Con las religiones, las cosas son diferentes. Muchísimos las necesitan para dar sentido a sus vidas. A nosotros, que estamos en la contradicción, que somos viejos y que solo nos mueve seguir viviendo algo más de tiempo gozando de salud -el mayor bien de la vida física del hombre- no nos estorban, al contrario, las necesitamos porque nos apasionan, nos emocionan, nos permiten creer y porque pensamos que en un incierto futuro -más próximo que lejano- nuestras moléculas, nuestros átomos, si somos incinerados como queremos -o nuestros restos, si no lo somos- podrán llegar a mezclarse si son aventados con los de otros -conocidos o desconocidos- y con la propia tierra, madre de vida, prolongándonos en ésta de alguna manera. Para ello, echaríamos al viento también los restos de los camposantos. Los dejaríamos al aire para que pudieran fundirse o para que quedaran, al menos, en contacto próximo los unos con los otros.

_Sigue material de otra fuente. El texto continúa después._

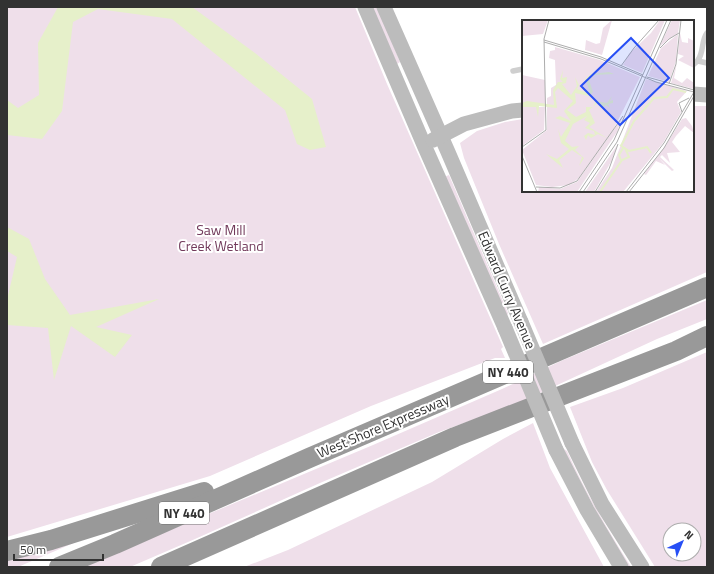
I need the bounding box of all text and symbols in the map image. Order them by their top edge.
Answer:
inset map [522,20,694,192]
park label: Saw Mill Creek Wetland [178,219,264,256]
street label: Edward Curry Avenue [473,228,542,352]
road number: NY 440 [483,361,533,383]
street label: West Shore Expressway [314,388,452,463]
road number: NY 440 [159,502,209,524]
north arrow [662,522,702,562]
text: N [681,526,697,543]
scale bar [14,536,103,562]
text: 50 m [20,540,46,559]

Nadie ha expresado mejor nuestro pensamiento que Arístides Hernández Mora, el insigne poeta de mi pueblo de adopción, cuando escribió:


Yo quisiera al morir ser enterrado
en la fosa común, junto al hermano
que nunca conocí ni vi a mi lado
ir desnudo a la tierra como el grano.
De esta suerte mi ser desintegrado,
mi fósforo mi calcio diluidos,
darán guano a ese suelo despreciado
por larvas y raíces absorbidos.
Así al llegar la nueva primavera
en lenta savia hacía el ciprés subido
algo mío estará de lo que he sido
al sol y al viento de este Valle amado.
Tengo mi sepulcro familiar y siento
horror inmenso a ser allí llevado
a tan sórdido y lúgubre aposento
en un oscuro hueco sepultado.
Amo a la tierra, al árbol, a la brisa
Me someto a la ley de lo creado
nacer, crecer, amar todo deprisa
tanta que apenas llego, ya he acabado.


Y que conste, por si pudiera haber error, que nunca hemos negado la existencia de lo divino. Pero, esa es una cuestión que nos desborda y que nos hace ser, primero creyentes; después reflexivos. Creyentes, de un insondable problema para el que nadie ha encontrado, ni encuentra solución. Reflexivos sobre lo que otros han cavilado, escrito y propalado. Habrá que decir por ello, junto a lo ya manifestado, ¡que Dios ilumine el camino de nuestra larga o corta existencia! ¡Que la ciencia no ceje en la investigación! ¡Que el arte continúe deleitándonos! Conceptos estos que guardan puntos en común y del que priorizamos el apoyo espiritual porque es el que nos sirve de manera más clara en el duro transitar por la vida. Unas veces para gozar de ella, otras, para padecerla, pero siempre, para comprobar cómo nos atrapa llevándonos o a la cima de lo sublime o dejándonos caer estrepitosamente en el abismo.